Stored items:
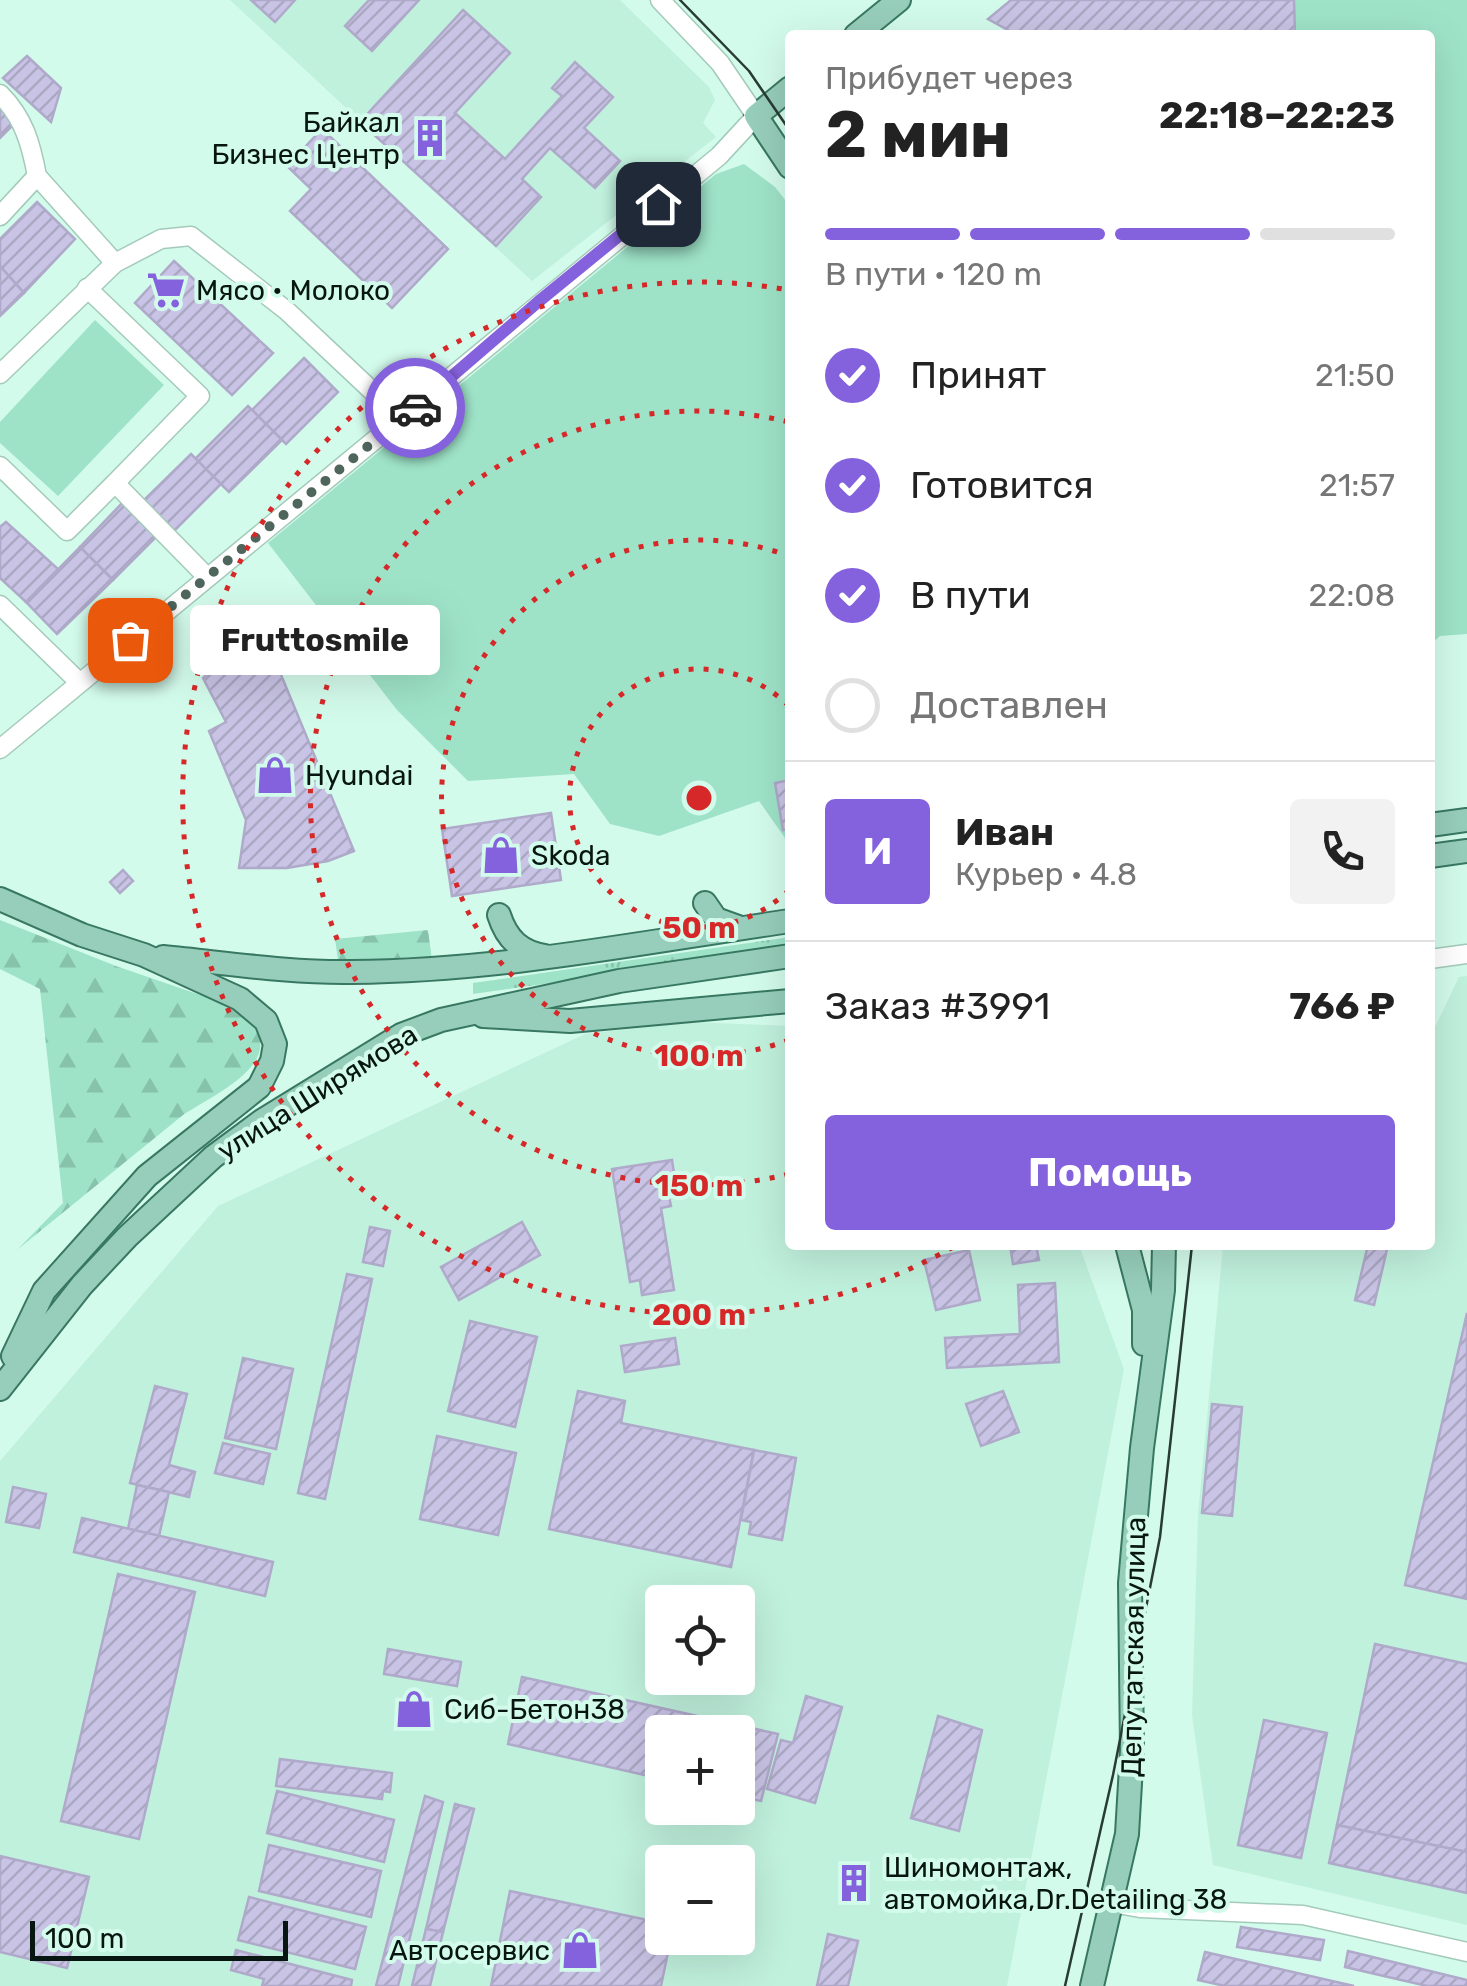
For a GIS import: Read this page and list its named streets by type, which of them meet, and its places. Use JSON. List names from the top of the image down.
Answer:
{
  "streets": {
    "main road": ["улица Ширямова", "Депутатская улица"]
  },
  "places": {
    "building": ["Байкал Бизнес Центр", "Шиномонтаж, автомойка,Dr.Detailing 38"],
    "supermarket": ["Мясо • Молоко"],
    "other": ["Fruttosmile"],
    "shop": [
      "Hyundai",
      "Skoda",
      "Сиб-Бетон38",
      "Автосервис"
    ]
  },
  "scale_bar": "100 m",
  "page": {
    "heading": ["2 мин", "Прибудет через", "22:18–22:23"],
    "panel": [
      "Иван",
      "Курьер · 4.8",
      "Заказ #3991",
      "766 ₽"
    ],
    "bar": "В пути · 120 m",
    "list": [
      ["Принят", "21:50"],
      ["Готовится", "21:57"],
      ["В пути", "22:08"],
      "Доставлен"
    ],
    "bubble": "Fruttosmile",
    "round": "И",
    "buttons": "Помощь",
    "map_buttons": ["+", "−"],
    "scale": "100 m"
  },
  "rings": [
    "50 m",
    "100 m",
    "150 m",
    "200 m"
  ]
}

**Exercise directions**
The records above must all be output exactly. Omit the images.

**Result**
For a GIS import: Read this page and list its named streets by type, which of them meet, and its places. Use JSON. List names from the top of the image down.
Answer:
{
  "streets": {
    "main road": ["улица Ширямова", "Депутатская улица"]
  },
  "places": {
    "building": ["Байкал Бизнес Центр", "Шиномонтаж, автомойка,Dr.Detailing 38"],
    "supermarket": ["Мясо • Молоко"],
    "other": ["Fruttosmile"],
    "shop": [
      "Hyundai",
      "Skoda",
      "Сиб-Бетон38",
      "Автосервис"
    ]
  },
  "scale_bar": "100 m",
  "page": {
    "heading": ["2 мин", "Прибудет через", "22:18–22:23"],
    "panel": [
      "Иван",
      "Курьер · 4.8",
      "Заказ #3991",
      "766 ₽"
    ],
    "bar": "В пути · 120 m",
    "list": [
      ["Принят", "21:50"],
      ["Готовится", "21:57"],
      ["В пути", "22:08"],
      "Доставлен"
    ],
    "bubble": "Fruttosmile",
    "round": "И",
    "buttons": "Помощь",
    "map_buttons": ["+", "−"],
    "scale": "100 m"
  },
  "rings": [
    "50 m",
    "100 m",
    "150 m",
    "200 m"
  ]
}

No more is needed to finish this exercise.